Formula 1 is set to bring back refuelling in 2017 as part of a raft of changes aimed at making the sport more exciting.
Following a lengthy Strategy Group meeting at Biggin Hill on Thursday, F1 teams are understood to have agreed on a number of changes to spice up the show.
As well as refuelling, which was banned at the end of 2009, F1 aims to introduce wider tyres, with higher revving engines that will make more noise.
It was agreed that F1 would stick with the current V6 turbo engines, with the idea of a dual power unit formula having been rejected.

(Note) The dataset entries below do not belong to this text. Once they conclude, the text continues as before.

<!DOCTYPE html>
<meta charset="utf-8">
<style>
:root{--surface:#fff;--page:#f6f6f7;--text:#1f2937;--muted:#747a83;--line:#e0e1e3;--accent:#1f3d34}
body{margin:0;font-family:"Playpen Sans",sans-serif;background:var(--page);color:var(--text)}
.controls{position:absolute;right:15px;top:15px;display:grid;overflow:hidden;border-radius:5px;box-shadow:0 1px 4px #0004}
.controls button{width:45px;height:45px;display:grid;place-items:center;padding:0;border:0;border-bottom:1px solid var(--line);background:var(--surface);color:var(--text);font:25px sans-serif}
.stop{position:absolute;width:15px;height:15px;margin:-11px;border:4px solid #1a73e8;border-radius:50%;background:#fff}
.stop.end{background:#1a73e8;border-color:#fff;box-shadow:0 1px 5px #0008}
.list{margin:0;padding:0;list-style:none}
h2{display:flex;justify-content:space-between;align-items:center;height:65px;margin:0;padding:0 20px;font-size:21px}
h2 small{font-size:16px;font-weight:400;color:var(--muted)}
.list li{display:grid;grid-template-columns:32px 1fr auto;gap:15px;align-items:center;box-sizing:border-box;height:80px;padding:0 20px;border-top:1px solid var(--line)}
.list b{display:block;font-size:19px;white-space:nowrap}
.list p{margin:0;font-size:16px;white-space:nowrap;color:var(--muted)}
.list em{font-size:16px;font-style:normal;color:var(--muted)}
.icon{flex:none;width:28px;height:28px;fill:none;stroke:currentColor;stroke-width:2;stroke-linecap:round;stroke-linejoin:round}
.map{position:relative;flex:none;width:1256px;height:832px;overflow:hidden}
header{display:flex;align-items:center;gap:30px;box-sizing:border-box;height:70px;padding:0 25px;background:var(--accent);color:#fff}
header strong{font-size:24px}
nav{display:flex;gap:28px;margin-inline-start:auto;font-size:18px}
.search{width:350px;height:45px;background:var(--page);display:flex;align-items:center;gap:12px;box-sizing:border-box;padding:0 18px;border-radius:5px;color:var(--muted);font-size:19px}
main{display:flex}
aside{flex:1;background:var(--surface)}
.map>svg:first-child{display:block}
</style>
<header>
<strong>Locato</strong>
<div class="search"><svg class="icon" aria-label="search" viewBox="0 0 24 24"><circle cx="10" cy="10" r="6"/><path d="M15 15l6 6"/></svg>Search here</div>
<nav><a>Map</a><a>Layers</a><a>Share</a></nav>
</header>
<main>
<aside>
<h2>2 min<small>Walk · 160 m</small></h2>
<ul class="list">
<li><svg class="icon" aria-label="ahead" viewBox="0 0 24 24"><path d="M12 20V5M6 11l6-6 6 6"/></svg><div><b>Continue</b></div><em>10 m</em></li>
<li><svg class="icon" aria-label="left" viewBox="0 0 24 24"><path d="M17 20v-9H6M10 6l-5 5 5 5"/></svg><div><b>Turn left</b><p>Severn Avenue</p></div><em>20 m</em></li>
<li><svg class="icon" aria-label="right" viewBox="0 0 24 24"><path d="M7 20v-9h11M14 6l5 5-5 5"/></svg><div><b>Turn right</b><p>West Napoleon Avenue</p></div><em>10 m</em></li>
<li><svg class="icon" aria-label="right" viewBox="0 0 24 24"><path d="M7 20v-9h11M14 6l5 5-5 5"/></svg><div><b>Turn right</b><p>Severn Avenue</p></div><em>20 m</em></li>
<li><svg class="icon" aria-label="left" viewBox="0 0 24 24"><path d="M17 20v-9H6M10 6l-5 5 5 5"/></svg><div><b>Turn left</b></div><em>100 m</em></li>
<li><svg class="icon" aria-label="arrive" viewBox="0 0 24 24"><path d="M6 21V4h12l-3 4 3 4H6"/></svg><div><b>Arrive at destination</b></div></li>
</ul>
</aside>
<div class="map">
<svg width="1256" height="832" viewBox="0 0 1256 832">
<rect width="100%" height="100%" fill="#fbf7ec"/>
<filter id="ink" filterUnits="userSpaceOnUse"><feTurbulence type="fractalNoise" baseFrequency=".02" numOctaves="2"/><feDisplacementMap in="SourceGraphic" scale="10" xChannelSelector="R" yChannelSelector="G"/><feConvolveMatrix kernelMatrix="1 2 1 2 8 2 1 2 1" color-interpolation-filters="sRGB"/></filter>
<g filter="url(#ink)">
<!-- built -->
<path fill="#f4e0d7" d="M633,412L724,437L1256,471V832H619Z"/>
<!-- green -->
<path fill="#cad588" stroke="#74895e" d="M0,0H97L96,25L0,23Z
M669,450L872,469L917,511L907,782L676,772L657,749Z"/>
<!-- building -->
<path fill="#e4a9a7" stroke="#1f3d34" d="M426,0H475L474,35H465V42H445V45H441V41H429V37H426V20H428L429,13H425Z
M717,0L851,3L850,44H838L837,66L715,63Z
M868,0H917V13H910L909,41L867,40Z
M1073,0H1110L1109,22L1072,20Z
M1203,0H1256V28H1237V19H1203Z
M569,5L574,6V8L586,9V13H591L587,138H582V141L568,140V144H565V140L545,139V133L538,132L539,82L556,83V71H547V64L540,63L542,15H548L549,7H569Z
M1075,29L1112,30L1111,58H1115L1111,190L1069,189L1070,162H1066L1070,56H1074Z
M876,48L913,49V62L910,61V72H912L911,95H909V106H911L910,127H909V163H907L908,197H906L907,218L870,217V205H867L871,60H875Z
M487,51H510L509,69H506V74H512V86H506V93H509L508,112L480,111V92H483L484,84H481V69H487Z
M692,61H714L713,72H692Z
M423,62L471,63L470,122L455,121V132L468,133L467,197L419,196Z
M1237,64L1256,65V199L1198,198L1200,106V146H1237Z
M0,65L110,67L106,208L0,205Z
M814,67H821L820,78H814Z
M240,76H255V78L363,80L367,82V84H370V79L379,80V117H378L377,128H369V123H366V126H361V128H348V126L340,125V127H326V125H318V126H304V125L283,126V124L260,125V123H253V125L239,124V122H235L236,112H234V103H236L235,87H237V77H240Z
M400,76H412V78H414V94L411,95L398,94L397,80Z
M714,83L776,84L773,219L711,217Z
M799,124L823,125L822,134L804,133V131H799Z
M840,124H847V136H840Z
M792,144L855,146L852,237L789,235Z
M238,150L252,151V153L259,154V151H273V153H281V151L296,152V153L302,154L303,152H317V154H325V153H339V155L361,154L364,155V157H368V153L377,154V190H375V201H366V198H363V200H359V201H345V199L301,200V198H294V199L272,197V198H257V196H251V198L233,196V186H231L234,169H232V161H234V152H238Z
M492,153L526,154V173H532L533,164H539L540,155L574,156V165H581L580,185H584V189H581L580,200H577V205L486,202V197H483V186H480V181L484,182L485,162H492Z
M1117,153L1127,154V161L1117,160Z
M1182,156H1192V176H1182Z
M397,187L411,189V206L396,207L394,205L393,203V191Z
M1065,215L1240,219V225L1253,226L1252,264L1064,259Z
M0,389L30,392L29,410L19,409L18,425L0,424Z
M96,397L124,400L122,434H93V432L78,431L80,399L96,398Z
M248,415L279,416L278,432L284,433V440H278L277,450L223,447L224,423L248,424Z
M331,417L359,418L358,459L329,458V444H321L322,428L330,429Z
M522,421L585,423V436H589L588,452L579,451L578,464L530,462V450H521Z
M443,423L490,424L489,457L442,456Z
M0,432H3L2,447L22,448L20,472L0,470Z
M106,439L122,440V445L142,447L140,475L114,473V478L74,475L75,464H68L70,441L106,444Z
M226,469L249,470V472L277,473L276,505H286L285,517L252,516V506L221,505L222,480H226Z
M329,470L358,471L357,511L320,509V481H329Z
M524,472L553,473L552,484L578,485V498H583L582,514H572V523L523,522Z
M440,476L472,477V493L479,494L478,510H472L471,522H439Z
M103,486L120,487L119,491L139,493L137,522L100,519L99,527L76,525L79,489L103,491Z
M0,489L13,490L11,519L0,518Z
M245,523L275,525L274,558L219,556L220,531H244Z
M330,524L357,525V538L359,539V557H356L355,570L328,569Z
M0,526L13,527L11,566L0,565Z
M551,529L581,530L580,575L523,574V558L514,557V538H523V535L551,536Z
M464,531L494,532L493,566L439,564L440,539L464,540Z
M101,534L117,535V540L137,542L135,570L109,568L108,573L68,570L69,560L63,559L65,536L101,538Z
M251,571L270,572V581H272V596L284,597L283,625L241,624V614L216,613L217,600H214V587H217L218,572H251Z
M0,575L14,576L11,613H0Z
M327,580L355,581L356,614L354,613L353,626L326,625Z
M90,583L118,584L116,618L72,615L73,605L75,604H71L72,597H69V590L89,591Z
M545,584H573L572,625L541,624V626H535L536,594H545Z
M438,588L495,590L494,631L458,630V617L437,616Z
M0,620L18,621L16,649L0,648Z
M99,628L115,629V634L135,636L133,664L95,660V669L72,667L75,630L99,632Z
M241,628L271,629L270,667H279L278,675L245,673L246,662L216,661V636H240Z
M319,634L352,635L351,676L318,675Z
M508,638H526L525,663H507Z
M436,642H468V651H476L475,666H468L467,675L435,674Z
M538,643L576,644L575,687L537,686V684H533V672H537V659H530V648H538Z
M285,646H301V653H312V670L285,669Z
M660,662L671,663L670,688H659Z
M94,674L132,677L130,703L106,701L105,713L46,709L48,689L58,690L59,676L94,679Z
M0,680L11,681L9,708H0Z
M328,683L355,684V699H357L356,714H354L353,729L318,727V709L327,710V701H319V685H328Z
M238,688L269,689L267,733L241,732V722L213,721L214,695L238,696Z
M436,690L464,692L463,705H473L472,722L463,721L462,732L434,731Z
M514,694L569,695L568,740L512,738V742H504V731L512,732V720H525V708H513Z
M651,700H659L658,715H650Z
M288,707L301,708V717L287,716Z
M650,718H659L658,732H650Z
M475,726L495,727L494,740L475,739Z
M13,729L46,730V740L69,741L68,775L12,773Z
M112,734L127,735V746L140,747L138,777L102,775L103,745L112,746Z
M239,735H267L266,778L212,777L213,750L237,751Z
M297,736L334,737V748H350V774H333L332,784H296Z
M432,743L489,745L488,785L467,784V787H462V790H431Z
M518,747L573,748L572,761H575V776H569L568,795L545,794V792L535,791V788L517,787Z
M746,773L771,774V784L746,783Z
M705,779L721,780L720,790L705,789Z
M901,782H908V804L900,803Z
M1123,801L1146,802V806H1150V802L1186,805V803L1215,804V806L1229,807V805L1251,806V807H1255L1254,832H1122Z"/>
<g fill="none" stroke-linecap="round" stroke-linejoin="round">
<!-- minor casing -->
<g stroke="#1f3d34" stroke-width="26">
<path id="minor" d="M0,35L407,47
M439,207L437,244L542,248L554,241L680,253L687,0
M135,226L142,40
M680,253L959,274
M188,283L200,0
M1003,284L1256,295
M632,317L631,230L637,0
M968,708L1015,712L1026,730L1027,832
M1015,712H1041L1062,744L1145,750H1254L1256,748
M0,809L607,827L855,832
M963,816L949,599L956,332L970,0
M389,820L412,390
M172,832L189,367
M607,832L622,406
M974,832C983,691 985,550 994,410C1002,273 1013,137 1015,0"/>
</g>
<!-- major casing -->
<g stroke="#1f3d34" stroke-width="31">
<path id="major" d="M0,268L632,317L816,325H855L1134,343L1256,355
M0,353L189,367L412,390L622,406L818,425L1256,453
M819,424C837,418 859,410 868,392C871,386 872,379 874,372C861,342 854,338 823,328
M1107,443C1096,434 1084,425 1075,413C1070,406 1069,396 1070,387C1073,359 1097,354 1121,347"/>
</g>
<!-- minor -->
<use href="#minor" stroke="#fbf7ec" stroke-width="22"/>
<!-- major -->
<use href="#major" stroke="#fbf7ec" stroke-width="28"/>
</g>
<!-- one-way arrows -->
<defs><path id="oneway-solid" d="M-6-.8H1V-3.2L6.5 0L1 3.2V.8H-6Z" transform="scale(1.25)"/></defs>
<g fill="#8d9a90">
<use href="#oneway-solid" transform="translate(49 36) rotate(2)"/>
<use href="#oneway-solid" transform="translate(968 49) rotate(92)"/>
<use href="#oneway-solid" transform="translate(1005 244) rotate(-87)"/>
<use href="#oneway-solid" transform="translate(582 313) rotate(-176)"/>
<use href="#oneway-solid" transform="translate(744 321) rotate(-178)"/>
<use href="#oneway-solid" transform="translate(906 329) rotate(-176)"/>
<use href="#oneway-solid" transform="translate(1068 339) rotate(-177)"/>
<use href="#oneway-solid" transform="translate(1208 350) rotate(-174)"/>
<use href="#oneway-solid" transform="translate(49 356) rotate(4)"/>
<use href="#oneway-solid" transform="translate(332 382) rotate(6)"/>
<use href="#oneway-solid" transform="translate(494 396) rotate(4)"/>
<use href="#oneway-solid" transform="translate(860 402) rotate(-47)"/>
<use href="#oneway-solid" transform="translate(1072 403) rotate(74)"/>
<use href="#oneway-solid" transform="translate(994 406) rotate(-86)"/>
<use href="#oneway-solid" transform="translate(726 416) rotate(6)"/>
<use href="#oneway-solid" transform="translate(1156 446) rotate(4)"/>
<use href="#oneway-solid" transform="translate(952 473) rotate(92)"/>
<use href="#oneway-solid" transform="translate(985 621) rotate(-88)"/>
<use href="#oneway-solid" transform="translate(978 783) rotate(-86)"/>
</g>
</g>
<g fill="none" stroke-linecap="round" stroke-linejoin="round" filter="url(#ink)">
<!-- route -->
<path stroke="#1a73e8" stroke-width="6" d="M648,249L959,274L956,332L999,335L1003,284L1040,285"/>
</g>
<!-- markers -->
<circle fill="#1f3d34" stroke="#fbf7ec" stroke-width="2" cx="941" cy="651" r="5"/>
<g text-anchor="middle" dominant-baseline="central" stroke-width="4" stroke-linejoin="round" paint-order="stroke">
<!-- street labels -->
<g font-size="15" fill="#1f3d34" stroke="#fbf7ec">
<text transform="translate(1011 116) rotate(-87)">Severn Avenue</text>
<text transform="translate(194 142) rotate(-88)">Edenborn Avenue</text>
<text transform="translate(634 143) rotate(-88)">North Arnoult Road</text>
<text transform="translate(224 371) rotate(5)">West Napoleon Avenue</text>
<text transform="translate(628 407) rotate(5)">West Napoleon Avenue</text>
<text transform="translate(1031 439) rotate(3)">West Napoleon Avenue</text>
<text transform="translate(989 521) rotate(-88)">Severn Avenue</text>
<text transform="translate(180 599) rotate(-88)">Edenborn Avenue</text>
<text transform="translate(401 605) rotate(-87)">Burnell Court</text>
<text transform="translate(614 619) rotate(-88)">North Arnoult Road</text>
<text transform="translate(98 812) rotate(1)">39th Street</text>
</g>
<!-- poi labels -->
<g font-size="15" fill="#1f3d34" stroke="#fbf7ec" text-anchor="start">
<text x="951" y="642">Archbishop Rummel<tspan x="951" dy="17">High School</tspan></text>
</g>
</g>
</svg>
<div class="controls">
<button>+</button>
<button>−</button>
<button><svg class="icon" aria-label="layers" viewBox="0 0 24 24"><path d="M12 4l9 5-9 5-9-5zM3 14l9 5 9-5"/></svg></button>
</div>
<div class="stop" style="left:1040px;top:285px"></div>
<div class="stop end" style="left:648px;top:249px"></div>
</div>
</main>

An FIA statement said: "On the engine side, it has been decided that stability of the rules should prevail in consideration of the investments of the manufacturers involved in the sport and to give visibility to potential new entrants."
The rules proposals will still need to be approved by the F1 Commission, and then ratified at the next meeting of the FIA’s World Motor Sport Council which takes place in Mexico in July.

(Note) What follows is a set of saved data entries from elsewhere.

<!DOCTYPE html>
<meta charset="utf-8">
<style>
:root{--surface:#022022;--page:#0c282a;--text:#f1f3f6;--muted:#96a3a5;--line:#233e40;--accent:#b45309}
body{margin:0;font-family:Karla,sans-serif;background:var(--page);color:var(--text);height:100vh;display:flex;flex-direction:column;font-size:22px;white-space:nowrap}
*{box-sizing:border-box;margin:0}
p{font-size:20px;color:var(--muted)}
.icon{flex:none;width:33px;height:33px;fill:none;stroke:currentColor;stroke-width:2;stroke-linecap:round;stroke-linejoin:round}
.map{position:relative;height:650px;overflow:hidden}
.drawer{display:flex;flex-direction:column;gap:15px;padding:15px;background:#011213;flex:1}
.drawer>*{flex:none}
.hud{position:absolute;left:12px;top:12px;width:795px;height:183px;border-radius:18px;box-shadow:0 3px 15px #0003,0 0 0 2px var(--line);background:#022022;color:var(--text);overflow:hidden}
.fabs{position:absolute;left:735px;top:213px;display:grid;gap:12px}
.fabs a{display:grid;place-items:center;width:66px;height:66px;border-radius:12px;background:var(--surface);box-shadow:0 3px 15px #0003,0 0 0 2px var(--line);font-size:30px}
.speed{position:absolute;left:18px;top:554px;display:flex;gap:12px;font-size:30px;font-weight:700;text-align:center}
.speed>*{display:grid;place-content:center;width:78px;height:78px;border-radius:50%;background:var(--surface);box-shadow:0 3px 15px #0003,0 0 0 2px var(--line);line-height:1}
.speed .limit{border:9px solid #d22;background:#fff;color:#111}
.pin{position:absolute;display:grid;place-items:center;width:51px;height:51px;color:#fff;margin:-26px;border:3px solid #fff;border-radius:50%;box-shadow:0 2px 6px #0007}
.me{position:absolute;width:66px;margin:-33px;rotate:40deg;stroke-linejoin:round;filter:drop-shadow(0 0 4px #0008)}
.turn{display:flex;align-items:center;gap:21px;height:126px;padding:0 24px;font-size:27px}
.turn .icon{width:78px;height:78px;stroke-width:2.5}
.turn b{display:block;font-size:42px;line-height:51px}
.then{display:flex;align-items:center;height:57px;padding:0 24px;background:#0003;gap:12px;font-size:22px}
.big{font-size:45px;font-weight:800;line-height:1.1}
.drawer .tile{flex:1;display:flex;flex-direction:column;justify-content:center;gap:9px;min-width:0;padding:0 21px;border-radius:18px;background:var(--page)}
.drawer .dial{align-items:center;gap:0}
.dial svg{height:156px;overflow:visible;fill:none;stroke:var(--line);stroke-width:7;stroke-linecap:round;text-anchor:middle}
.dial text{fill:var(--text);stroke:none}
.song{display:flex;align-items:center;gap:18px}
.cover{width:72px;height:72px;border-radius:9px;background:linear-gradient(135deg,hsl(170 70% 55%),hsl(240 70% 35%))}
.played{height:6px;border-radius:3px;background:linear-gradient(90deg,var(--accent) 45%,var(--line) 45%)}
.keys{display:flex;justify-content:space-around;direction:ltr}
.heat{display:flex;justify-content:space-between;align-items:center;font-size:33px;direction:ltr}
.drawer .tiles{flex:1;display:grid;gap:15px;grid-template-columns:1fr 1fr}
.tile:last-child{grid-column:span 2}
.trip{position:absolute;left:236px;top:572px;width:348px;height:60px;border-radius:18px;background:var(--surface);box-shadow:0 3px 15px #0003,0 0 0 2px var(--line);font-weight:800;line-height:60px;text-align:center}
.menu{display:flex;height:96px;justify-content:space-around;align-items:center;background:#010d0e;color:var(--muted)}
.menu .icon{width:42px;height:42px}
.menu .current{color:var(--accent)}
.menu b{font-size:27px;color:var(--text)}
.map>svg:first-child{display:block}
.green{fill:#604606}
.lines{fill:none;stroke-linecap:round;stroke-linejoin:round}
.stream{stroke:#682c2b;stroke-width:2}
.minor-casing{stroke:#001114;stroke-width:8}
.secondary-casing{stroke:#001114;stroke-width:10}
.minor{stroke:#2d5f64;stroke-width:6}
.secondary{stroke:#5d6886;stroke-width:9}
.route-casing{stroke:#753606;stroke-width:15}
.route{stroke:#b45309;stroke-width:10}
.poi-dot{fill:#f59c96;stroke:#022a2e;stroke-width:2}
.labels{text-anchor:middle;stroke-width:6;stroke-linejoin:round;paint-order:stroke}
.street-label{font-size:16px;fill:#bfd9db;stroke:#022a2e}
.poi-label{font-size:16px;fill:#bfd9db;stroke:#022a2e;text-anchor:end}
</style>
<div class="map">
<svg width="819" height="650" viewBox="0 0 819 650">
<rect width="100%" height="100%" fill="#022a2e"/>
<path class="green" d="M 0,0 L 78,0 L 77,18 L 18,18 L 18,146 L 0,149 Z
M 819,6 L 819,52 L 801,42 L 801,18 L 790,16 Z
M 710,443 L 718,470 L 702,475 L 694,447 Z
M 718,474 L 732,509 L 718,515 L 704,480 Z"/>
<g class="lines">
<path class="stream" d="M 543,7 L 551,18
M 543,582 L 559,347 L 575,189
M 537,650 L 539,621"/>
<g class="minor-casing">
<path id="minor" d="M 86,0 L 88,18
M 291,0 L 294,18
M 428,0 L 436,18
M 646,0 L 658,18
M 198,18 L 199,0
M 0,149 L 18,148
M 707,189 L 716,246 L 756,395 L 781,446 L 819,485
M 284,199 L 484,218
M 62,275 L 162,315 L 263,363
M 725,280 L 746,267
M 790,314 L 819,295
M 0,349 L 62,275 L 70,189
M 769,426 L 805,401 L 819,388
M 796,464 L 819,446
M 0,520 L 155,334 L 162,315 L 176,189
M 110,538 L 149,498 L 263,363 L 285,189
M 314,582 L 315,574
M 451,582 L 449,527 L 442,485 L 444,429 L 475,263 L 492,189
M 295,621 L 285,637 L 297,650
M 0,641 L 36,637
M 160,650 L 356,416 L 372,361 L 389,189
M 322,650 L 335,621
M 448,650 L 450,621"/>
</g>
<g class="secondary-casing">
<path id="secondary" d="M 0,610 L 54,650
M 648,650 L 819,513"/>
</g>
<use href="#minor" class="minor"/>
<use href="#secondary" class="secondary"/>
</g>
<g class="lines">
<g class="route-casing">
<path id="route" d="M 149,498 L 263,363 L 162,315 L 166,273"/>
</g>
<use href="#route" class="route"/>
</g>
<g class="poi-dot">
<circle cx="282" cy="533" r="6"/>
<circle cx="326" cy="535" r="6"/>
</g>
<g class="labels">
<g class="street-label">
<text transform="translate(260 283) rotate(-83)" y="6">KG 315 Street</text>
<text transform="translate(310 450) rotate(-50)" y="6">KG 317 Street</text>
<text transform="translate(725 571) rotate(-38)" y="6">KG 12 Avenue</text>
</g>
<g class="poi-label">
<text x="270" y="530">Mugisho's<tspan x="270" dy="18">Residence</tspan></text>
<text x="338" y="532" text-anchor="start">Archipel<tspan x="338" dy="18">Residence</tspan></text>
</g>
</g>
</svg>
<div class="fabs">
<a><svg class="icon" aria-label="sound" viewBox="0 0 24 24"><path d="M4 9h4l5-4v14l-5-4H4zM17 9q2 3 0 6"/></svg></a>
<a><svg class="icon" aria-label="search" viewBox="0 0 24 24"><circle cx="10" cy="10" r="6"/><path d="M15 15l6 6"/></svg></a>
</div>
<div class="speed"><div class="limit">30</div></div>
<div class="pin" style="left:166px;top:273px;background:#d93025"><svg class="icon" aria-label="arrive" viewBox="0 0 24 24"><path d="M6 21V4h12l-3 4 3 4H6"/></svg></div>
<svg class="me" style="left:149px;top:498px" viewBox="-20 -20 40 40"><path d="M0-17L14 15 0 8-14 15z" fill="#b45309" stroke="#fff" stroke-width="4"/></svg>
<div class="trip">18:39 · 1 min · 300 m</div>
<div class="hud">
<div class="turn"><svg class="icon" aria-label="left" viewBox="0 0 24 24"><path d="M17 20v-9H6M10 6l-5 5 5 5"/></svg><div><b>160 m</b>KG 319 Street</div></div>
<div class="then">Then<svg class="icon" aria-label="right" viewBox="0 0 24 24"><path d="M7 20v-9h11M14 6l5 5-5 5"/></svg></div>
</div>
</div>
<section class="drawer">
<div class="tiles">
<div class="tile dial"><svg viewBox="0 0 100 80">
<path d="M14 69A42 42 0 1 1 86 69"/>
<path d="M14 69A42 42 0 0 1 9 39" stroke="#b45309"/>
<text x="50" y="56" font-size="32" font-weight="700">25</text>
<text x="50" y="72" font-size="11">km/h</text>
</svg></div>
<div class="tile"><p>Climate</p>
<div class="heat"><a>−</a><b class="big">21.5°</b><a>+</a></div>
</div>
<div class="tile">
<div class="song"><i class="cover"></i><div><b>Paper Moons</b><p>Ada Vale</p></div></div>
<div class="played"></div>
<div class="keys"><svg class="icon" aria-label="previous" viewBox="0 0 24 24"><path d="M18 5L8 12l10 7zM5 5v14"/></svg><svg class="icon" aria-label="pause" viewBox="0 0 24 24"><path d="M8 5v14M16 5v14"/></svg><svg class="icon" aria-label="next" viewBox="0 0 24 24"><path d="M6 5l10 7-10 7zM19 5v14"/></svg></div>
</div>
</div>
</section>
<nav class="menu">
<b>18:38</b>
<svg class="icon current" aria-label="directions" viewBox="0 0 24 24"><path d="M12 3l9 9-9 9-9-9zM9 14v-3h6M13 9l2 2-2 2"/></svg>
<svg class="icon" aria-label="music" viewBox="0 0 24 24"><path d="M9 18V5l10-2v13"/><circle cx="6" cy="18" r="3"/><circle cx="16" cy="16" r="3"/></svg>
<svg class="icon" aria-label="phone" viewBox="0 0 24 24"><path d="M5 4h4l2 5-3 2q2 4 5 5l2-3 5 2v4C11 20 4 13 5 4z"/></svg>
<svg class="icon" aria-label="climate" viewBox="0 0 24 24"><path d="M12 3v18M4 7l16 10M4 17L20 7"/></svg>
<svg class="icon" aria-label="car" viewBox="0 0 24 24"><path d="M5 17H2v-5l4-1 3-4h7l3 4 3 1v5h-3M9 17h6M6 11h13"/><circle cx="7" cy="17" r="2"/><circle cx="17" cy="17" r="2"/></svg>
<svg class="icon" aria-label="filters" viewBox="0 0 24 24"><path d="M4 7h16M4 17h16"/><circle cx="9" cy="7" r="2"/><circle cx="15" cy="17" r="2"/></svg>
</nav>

Cars will be 'more aggressive'
For 2017, there will also be aerodynamic tweaks to the cars to make them perform better and look more aggressive.
It is hoped that the changes will make cars between five and six seconds per lap faster.
For next year there will also be a free choice of two dry tyre compounds from the four available at each race.
There are other ideas also being discussed which include the race weekend format and a push to make race starts become solely influenced by driver.
Customer cars back on agenda
Costs have also been discussed, with Strategy Group members teams expected to evaluate a number of ideas over the next few weeks – including the possible return of customer cars.
It was confirmed that plans for a fifth engine have been dropped.
An FIA statement said: "This constructive meeting between the FIA, FOM and the Teams has allowed paving the way for the future of the championship.
"All parties agreed to work together with an intention to firm up these proposals and submit them to the approval of the F1 Commission and the World Motor Sport Council of the FIA as soon as possible for implementation."